Goal of the exercise> Looking at the data, count the lines where the word "around" occurs and answer with only the number.

Task material>
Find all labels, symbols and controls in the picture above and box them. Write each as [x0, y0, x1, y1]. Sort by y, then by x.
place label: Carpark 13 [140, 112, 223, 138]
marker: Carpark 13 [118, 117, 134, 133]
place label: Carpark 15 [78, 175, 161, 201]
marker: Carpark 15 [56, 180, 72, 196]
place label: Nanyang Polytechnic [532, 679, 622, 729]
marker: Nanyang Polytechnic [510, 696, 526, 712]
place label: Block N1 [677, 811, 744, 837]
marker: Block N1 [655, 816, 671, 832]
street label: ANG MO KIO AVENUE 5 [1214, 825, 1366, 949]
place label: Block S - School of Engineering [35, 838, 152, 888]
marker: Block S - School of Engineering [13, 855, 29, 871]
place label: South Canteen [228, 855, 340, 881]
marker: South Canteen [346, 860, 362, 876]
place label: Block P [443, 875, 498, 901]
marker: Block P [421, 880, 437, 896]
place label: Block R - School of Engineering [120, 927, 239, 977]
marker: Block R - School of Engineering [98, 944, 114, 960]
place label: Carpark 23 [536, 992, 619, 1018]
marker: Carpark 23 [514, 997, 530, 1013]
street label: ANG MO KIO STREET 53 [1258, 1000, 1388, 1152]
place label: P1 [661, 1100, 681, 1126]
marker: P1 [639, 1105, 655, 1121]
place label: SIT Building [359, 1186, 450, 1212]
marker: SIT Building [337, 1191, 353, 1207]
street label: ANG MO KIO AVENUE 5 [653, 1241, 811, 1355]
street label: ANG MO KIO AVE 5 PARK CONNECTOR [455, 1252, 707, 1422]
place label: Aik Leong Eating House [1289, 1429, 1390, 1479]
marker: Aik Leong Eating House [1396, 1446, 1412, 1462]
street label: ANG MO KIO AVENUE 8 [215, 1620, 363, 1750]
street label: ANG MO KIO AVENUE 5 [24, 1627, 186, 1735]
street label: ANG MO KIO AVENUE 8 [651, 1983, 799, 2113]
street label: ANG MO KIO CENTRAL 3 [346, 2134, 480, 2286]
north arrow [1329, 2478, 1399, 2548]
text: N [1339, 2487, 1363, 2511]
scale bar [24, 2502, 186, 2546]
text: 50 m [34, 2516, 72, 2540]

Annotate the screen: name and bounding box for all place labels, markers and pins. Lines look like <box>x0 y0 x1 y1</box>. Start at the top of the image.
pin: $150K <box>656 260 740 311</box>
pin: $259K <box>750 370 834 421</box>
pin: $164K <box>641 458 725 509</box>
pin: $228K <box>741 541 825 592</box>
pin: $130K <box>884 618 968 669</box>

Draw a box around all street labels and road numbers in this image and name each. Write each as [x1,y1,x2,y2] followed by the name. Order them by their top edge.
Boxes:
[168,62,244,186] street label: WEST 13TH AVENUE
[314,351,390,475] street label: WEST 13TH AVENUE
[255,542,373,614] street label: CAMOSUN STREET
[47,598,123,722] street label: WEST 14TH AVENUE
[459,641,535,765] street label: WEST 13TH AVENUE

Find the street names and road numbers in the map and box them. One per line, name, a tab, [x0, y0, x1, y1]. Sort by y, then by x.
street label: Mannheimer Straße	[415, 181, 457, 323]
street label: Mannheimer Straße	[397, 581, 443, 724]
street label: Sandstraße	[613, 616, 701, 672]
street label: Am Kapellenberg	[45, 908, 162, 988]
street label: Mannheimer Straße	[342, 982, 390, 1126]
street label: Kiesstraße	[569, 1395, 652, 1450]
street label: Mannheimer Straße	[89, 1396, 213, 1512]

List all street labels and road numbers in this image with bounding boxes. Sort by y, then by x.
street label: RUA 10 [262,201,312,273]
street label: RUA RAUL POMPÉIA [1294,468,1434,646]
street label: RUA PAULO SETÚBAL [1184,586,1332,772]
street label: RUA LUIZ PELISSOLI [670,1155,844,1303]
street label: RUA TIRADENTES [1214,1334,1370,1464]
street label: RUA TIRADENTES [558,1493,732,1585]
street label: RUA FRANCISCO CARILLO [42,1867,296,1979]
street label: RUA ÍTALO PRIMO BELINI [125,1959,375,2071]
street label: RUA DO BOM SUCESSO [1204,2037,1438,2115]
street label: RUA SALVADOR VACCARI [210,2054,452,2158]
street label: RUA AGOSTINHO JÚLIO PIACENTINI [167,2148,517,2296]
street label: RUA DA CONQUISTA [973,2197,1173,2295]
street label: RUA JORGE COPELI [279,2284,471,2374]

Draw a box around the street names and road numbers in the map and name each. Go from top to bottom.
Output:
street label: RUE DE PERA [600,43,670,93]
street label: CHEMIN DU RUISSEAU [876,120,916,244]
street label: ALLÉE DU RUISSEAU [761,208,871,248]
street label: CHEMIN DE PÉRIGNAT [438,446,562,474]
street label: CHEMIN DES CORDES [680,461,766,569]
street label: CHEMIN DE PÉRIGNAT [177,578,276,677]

Answer area> 2